Publish Date: Oct 04, 2013
Arifa Bibi was sentenced to death by stoning by a Pakistani tribal court, and was executed on July 11 at the hands of her family. Her uncle, cousins and other family members threw stones at the woman until she died all because she had a mobile phone.
She was buried in the desert far away from her home village, and according to reports, her family was not permitted to be involved in her funeral.
Stoning has been a common sentence in countries like Pakistan for a long time and is used against women and other vulnerable groups. Since the stoning of Arifa Bibi this summer, women’s rights groups have launched an even stronger campaign to put a ban on stoning.
Naureen Shameem, representative for women’s rights group Women Living under Muslim Laws, says that stoning is used against women in particular as a way to control them.

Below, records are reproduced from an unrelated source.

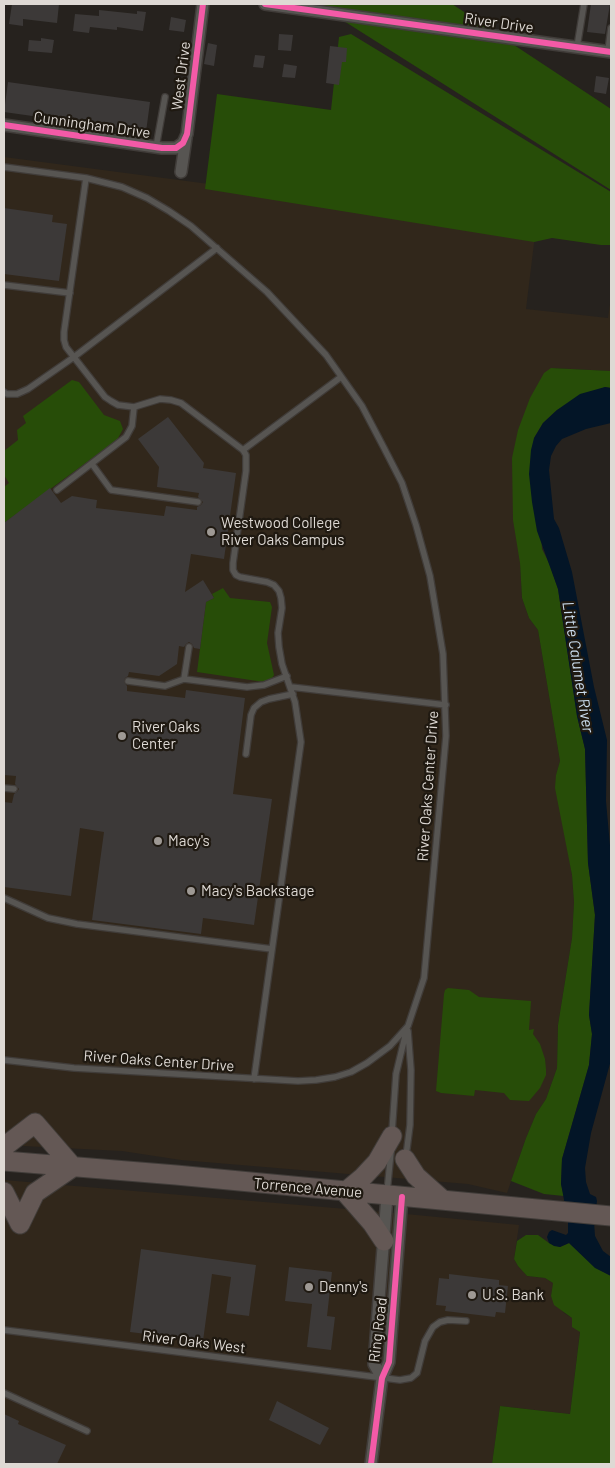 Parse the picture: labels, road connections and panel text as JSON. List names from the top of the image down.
{
  "streets": {
    "main road": ["Torrence Avenue"],
    "street": [
      "River Drive",
      "West Drive",
      "Cunningham Drive",
      "Ring Road"
    ],
    "lane": ["River Oaks Center Drive", "River Oaks West"]
  },
  "crossings": [
    ["West Drive", "Cunningham Drive"],
    ["Torrence Avenue", "Ring Road"],
    ["Ring Road", "River Oaks West"]
  ],
  "water": ["Little Calumet River"],
  "places": [
    "Westwood College River Oaks Campus",
    "River Oaks Center",
    "Macy's",
    "Macy's Backstage",
    "Denny's",
    "U.S. Bank"
  ]
} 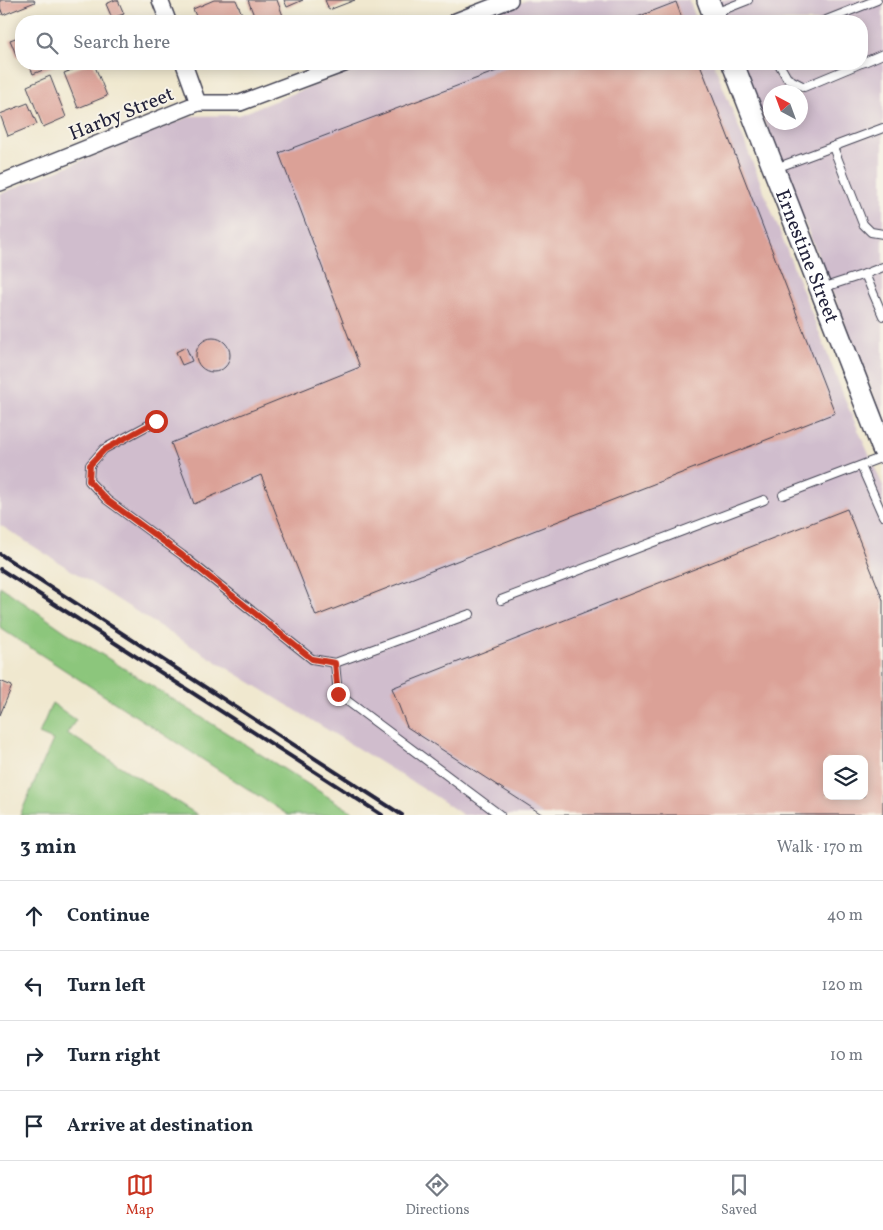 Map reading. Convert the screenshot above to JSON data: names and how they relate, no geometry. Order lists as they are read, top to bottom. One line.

“Stoning is a cruel and hideous punishment,” said Shameem. “It is a form of torturing someone to death. It is one of the most brutal forms of violence perpetrated against women in order to control and punish their sexuality and basic freedoms.”
The Asian Human Rights Commission explained the act of stoning against women in a recent press release.
“Stoning to death is a barbaric act from a primitive society,” reads the press release.
“Society is sent the message that violence is the way to deal with women and other vulnerable groups. Women’s rights are negated through the use of these forms of punishment. Pakistani society has degenerated to the point that, for a woman, keeping a cell phone has become serious crime.
"It is treated as a worse crime than gang rape, murder and bomb blasts, through which many people are killed on a daily basis.”
Groups are currently petitioning the United Nations to enact a worldwide ban on stoning. It is not known what progress has been made on that front.